1.3.8.8 Phrase Profiler
The Phrase Profiler analyzes a number of attributes and searches for common words and phrases.
The returned words and phrases are returned in order of their frequency within all the input attributes.
The Phrase Profiler is a quick way of discovering the most frequent and significant words and phrases in the data, and where they occur. You can then use the results of phrase profiling to drive the configuration of the Parse processor.

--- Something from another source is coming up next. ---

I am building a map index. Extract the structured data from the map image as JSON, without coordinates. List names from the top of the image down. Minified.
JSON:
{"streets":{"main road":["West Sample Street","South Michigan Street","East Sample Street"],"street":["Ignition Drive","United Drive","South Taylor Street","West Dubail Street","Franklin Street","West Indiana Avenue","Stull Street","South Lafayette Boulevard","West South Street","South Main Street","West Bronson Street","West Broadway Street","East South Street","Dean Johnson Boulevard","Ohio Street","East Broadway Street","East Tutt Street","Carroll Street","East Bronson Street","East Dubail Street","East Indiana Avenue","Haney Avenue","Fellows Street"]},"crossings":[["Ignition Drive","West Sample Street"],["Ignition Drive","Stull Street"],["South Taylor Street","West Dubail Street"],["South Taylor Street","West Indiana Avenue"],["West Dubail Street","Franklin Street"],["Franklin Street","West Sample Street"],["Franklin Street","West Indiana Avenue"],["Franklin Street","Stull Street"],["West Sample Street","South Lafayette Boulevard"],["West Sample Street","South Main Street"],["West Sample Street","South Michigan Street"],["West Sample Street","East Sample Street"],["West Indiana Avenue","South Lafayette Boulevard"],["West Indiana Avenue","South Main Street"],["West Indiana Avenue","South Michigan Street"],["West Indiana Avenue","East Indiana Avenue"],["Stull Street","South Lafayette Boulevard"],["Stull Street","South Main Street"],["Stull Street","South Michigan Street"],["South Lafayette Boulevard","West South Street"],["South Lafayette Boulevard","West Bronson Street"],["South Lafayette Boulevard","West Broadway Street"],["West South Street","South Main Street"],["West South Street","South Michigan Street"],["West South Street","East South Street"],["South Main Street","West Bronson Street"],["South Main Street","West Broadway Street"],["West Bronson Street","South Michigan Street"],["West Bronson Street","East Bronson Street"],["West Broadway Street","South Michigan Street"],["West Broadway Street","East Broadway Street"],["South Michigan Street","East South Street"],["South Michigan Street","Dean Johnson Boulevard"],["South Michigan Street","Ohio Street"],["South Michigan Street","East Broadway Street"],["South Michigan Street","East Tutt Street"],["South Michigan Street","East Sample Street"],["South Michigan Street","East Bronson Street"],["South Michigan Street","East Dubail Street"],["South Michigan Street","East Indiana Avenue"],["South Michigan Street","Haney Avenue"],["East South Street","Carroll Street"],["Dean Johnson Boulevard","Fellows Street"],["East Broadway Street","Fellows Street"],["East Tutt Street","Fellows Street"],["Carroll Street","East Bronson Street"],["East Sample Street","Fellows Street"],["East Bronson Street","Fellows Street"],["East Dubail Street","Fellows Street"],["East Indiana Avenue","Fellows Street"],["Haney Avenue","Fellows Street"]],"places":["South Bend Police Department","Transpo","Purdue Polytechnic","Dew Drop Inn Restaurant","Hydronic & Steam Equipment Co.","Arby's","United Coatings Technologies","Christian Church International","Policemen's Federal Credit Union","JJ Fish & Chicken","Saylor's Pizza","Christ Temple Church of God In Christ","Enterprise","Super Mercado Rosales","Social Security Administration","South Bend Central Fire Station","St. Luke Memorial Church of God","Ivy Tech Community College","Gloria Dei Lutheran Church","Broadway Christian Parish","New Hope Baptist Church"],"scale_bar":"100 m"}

For example, you can add the words and phrases that were found to Reference Data lists used to classify data, and, by seeing which words and phrases occur in which attributes, work out which token checks to apply to which attributes.
The Phrase Profiler is therefore an important tool to use when understanding the content of text fields, especially when you may need to improve or otherwise change the structure of the data (for example, for a data migration).
The following table describes the configuration options:
Configuration | Description |
---|---|
Inputs |
Specify any string attributes that you want to analyze for common words or phrases. |
Options |
Specify the following options:
|
Outputs |
Describes any data attribute or flag attribute outputs. |
Data Attributes |
None. |
Flags |
None. |
Execution
Execution Mode | Supported |
---|---|
Batch |
Yes |
Real time Monitoring |
Yes |
Real time Response |
No |
A large dataset containing free text will typically contain a large number of distinct phrases with only a few of them being significant in understanding the content of the dataset.
The Phrase Profiler provides two main settings to help eliminate insignificant results: the Cutoff frequency and the Allowable variation.
Cutoff frequency
Typically, the Phrase Profiler will generate a relatively small collection of phrases that occur in a large number of records and are potentially significant, together with a very large number of phrases that occur in a small number of records and so are less significant. You may want not to include the less frequent phrases in the results. As the absolute cutoff frequency varies depending on the size of the dataset, it is convenient to express the Cutoff frequency setting as a frequency per million input records.
Allowable variation
Where a phrase consists of many words (or a substring consists of many characters), longer phrases will include shorter phrases, so that data that includes the phrase 'Newcastle Upon Tyne' will also include at least the same number of sub-phrases 'Newcastle Upon' and 'Upon Tyne'.
If the two sub-phrases occur with exactly the same frequency as the full phrase and there is no variation in their frequencies, then the full phrase is significant (a 'top-level phrase') and the sub-phrases are not. The sub-phrases are therefore excluded from the results.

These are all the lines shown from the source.